The trend: The Trump administration’s immigration crackdown weighed on sales in fiscal Q3 at Constellation Brands, which is the US importer of Modelo, Corona, Pacifico, and Victoria.

The details: The company said weak consumer sentiment and rising unemployment—particularly among Hispanic consumers, who make up an outsize share of its customer base—hurt demand.

  • Constellation also flagged softness in what it calls “4,000-calorie jobs,” physically demanding roles such as construction that tend to support higher beer consumption. In the key market of California, construction employment declined both QoQ and YoY.
  • Performance was notably weaker in ZIP codes with larger Hispanic populations. The company previously noted that immigrants were hosting fewer social gatherings and shifting purchases away from convenience stores and bodegas toward larger retail chains, in part to blend into crowds amid heightened enforcement.
  • Constellation added that socioeconomic headwinds intensified during the quarter, hitting Hispanic consumers especially hard as unemployment rates rose faster than for the broader US population and economic activity slowed.
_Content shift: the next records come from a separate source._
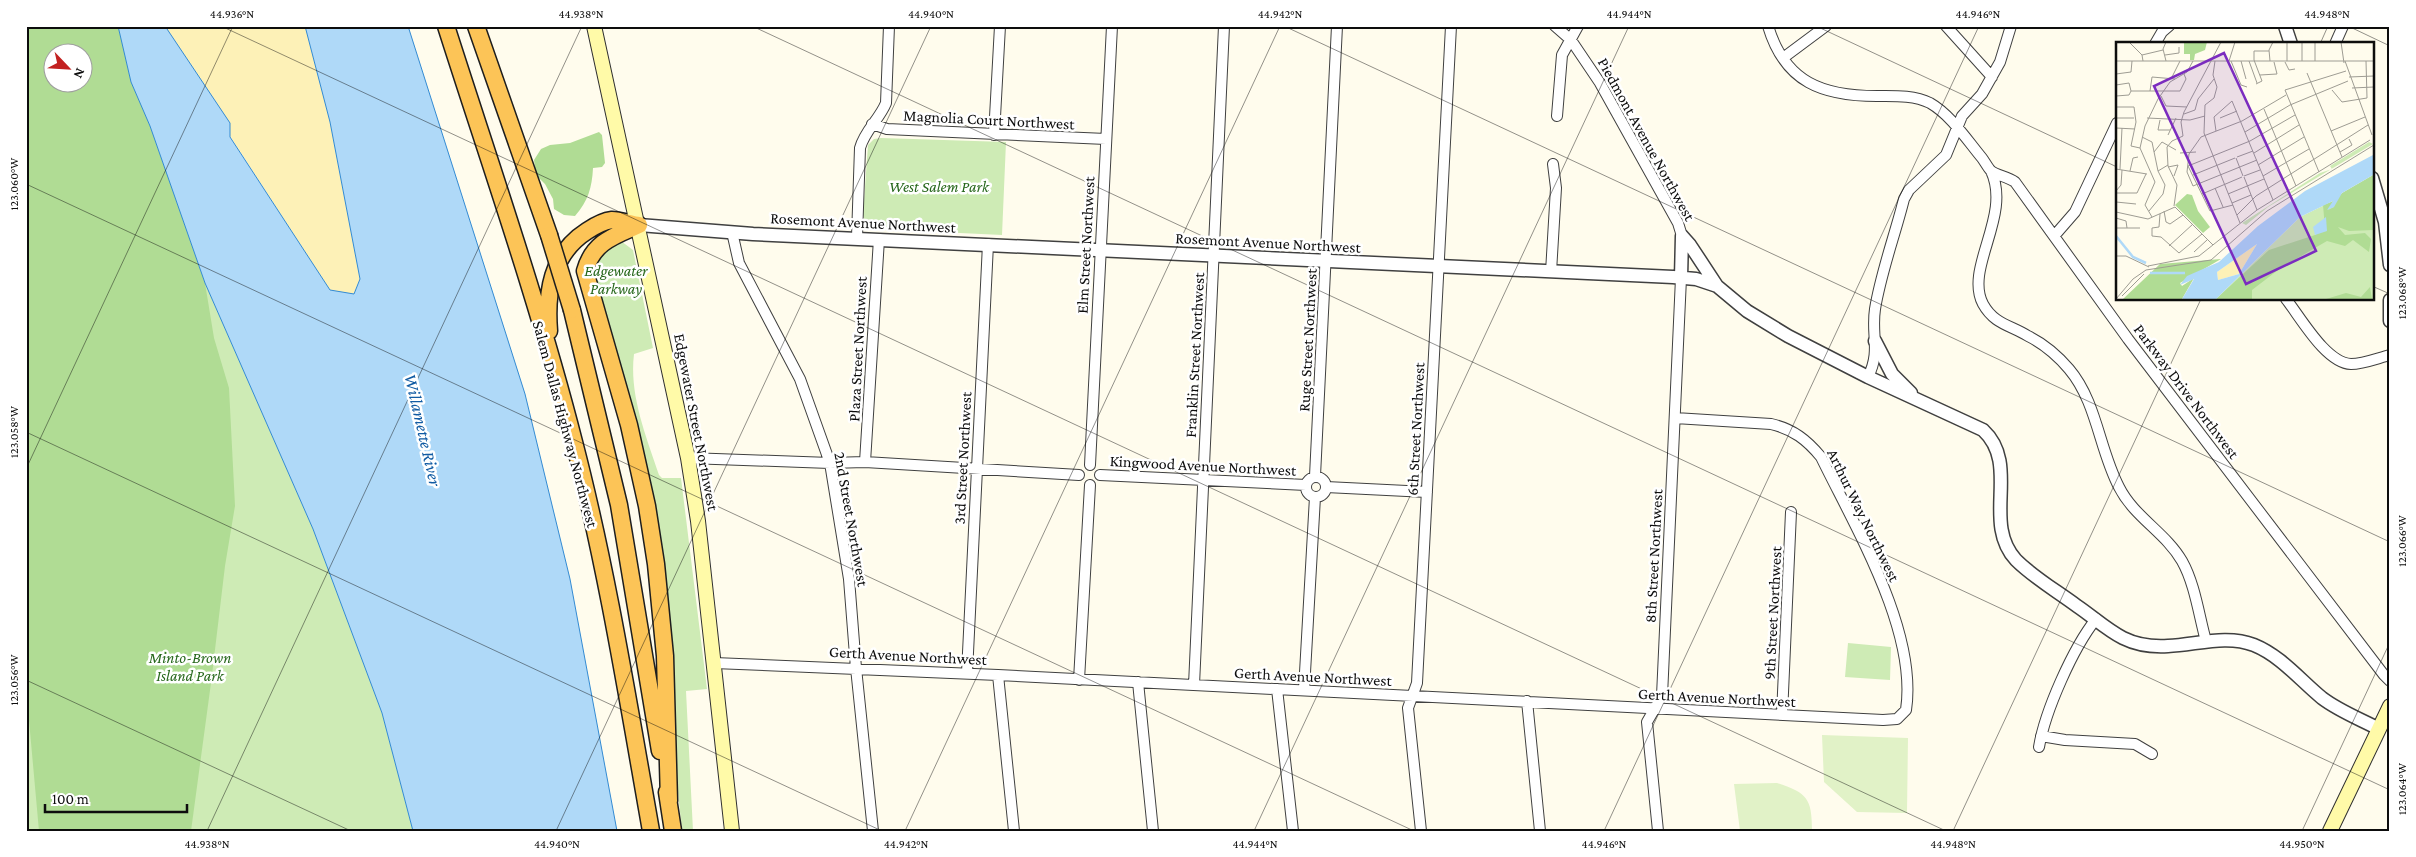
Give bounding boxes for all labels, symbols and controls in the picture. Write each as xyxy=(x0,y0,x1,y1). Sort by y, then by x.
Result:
text: 44.936°N xyxy=(210,7,254,21)
text: 44.938°N xyxy=(558,7,604,21)
text: 44.940°N xyxy=(908,7,954,21)
text: 44.942°N xyxy=(1258,7,1302,21)
text: 44.944°N xyxy=(1606,7,1652,21)
text: 44.946°N xyxy=(1956,7,2001,21)
text: 44.948°N xyxy=(2304,7,2350,21)
north arrow xyxy=(42,42,92,92)
inset map xyxy=(2116,42,2374,300)
street label: Piedmont Avenue Northwest xyxy=(1595,55,1699,224)
text: N xyxy=(70,66,89,82)
street label: Magnolia Court Northwest xyxy=(903,107,1076,134)
text: 123.060°W xyxy=(7,158,21,210)
street label: Elm Street Northwest xyxy=(1073,175,1098,314)
park label: West Salem Park xyxy=(889,178,990,195)
street label: Rosemont Avenue Northwest xyxy=(770,209,957,236)
street label: Rosemont Avenue Northwest xyxy=(1175,229,1362,256)
park label: Edgewater Parkway xyxy=(584,262,648,298)
street label: Ruge Street Northwest xyxy=(1295,267,1321,412)
text: 123.068°W xyxy=(2395,267,2409,319)
street label: Franklin Street Northwest xyxy=(1182,271,1207,438)
street label: Plaza Street Northwest xyxy=(845,275,870,422)
street label: Salem Dallas Highway Northwest xyxy=(529,319,602,530)
street label: Parkway Drive Northwest xyxy=(2130,321,2243,463)
street label: Edgewater Street Northwest xyxy=(670,332,722,513)
street label: 6th Street Northwest xyxy=(1404,361,1428,496)
water label: Willamette River xyxy=(400,372,446,489)
street label: 3rd Street Northwest xyxy=(951,390,975,525)
text: 123.058°W xyxy=(7,406,21,458)
street label: Arthur Way Northwest xyxy=(1823,446,1903,585)
street label: 2nd Street Northwest xyxy=(831,451,872,588)
street label: Kingwood Avenue Northwest xyxy=(1109,452,1297,480)
street label: 8th Street Northwest xyxy=(1642,488,1666,623)
text: 123.066°W xyxy=(2395,515,2409,567)
street label: 9th Street Northwest xyxy=(1761,545,1785,680)
street label: Gerth Avenue Northwest xyxy=(829,643,988,668)
park label: Minto-Brown Island Park xyxy=(148,649,231,684)
text: 123.056°W xyxy=(7,654,21,706)
street label: Gerth Avenue Northwest xyxy=(1234,664,1393,689)
street label: Gerth Avenue Northwest xyxy=(1638,685,1797,710)
text: 123.064°W xyxy=(2395,763,2409,815)
scale bar xyxy=(45,782,188,814)
text: 100 m xyxy=(52,791,89,807)
text: 44.938°N xyxy=(184,837,230,851)
text: 44.940°N xyxy=(534,837,580,851)
text: 44.942°N xyxy=(884,837,928,851)
text: 44.944°N xyxy=(1232,837,1278,851)
text: 44.946°N xyxy=(1582,837,1627,851)
text: 44.948°N xyxy=(1930,837,1976,851)
text: 44.950°N xyxy=(2279,837,2325,851)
Our take: Constellation Brands is not alone in feeling the effects of the immigration crackdown.

  • Ross Stores and Jack in the Box, which both over-index with Hispanic consumers, have also reported pullbacks in spending from that segment.
  • Hispanic spending per household fell from 3.2% in 2024 to just 0.8% through the first half of last year, per Numerator, compared with a decline from 4.7% to 3.3% among white consumers.
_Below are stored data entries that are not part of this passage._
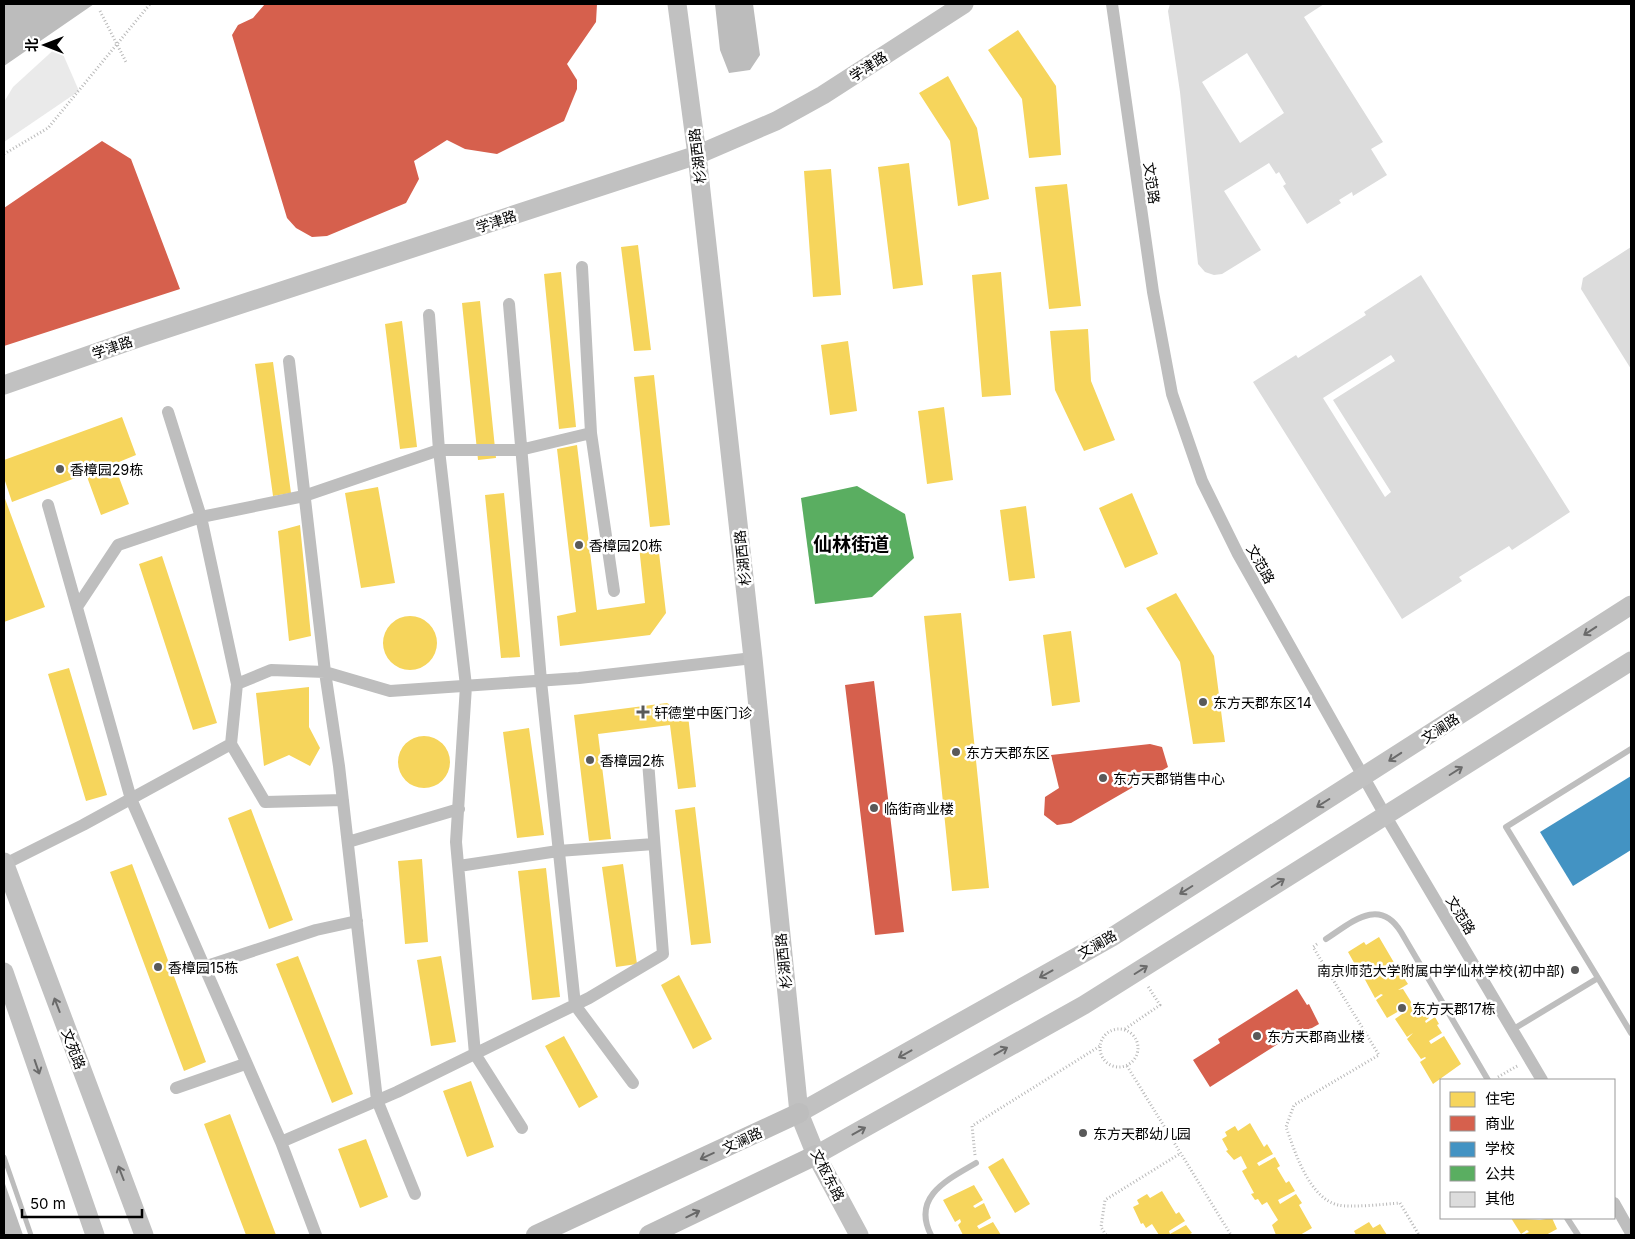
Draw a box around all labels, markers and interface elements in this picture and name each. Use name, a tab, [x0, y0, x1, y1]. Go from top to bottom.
north arrow	[20, 20, 70, 70]
text: 北	[23, 38, 40, 52]
street label: 学津路	[846, 47, 890, 85]
street label: 杉湖西路	[685, 127, 709, 185]
street label: 文范路	[1141, 161, 1163, 205]
street label: 学津路	[473, 206, 519, 236]
street label: 学津路	[89, 332, 135, 362]
place label: 香樟园29栋	[70, 461, 143, 478]
marker: 香樟园29栋	[54, 463, 66, 475]
street label: 杉湖西路	[731, 529, 753, 587]
district label: 仙林街道	[813, 533, 889, 556]
place label: 香樟园20栋	[589, 537, 662, 554]
marker: 香樟园20栋	[573, 539, 585, 551]
street label: 文范路	[1243, 542, 1279, 586]
one-way arrow	[1584, 627, 1598, 637]
place label: 东方天郡东区14	[1213, 694, 1312, 711]
marker: 东方天郡东区14	[1197, 696, 1209, 708]
place label: 轩德堂中医门诊	[654, 704, 752, 721]
marker: 轩德堂中医门诊	[636, 705, 650, 719]
street label: 文澜路	[1418, 709, 1462, 747]
place label: 东方天郡东区	[966, 744, 1050, 761]
marker: 东方天郡东区	[950, 746, 962, 758]
place label: 香樟园2栋	[600, 752, 665, 769]
one-way arrow	[1388, 752, 1402, 763]
marker: 香樟园2栋	[584, 754, 596, 766]
one-way arrow	[1448, 766, 1462, 776]
place label: 东方天郡销售中心	[1113, 770, 1225, 787]
marker: 东方天郡销售中心	[1097, 772, 1109, 784]
one-way arrow	[1316, 798, 1330, 808]
place label: 临街商业楼	[884, 800, 954, 817]
marker: 临街商业楼	[868, 802, 880, 814]
one-way arrow	[1271, 877, 1285, 887]
one-way arrow	[1179, 885, 1193, 895]
street label: 文范路	[1443, 893, 1479, 937]
street label: 文澜路	[1075, 926, 1119, 962]
street label: 杉湖西路	[772, 932, 794, 990]
place label: 香樟园15栋	[168, 959, 238, 976]
marker: 香樟园15栋	[152, 961, 164, 973]
place label: 南京师范大学附属中学仙林学校(初中部)	[1317, 962, 1565, 979]
one-way arrow	[1134, 964, 1148, 975]
marker: 南京师范大学附属中学仙林学校(初中部)	[1569, 964, 1581, 976]
one-way arrow	[1040, 969, 1054, 979]
one-way arrow	[52, 998, 62, 1013]
place label: 东方天郡17栋	[1412, 1000, 1496, 1017]
marker: 东方天郡17栋	[1396, 1002, 1408, 1014]
street label: 文苑路	[59, 1026, 89, 1072]
place label: 东方天郡商业楼	[1267, 1028, 1365, 1045]
marker: 东方天郡商业楼	[1251, 1030, 1263, 1042]
one-way arrow	[993, 1046, 1007, 1056]
one-way arrow	[898, 1049, 912, 1059]
one-way arrow	[33, 1059, 42, 1075]
legend	[1440, 1079, 1615, 1219]
text: 住宅	[1485, 1089, 1515, 1108]
text: 商业	[1485, 1114, 1515, 1133]
street label: 文澜路	[719, 1123, 765, 1157]
place label: 东方天郡幼儿园	[1093, 1125, 1191, 1142]
one-way arrow	[851, 1126, 866, 1135]
marker: 东方天郡幼儿园	[1077, 1127, 1089, 1139]
text: 学校	[1485, 1139, 1515, 1158]
street label: 文枢东路	[808, 1146, 848, 1204]
one-way arrow	[700, 1151, 715, 1161]
text: 公共	[1485, 1164, 1515, 1183]
one-way arrow	[116, 1166, 125, 1181]
scale bar	[22, 1186, 142, 1218]
text: 其他	[1485, 1189, 1515, 1208]
text: 50 m	[30, 1194, 66, 1213]
one-way arrow	[685, 1209, 700, 1218]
The challenge is multifaceted. Hispanic consumers, on average, earn less than the national average, per the US Labor Department, and lower-income households across demographics are struggling with the cost-of-living crisis. The immigration crackdown layers on additional pressure by chilling some Hispanic consumers’ job prospects and, in turn, their willingness to spend. A survey from The Asian American Foundation shows 23% of Hispanic Americans have felt unsafe in their neighborhood in the past year.

To drive sales, companies will need to meet Hispanic consumers where they are by emphasizing value. That means leaning into sharper price points, promotions, and pack sizes.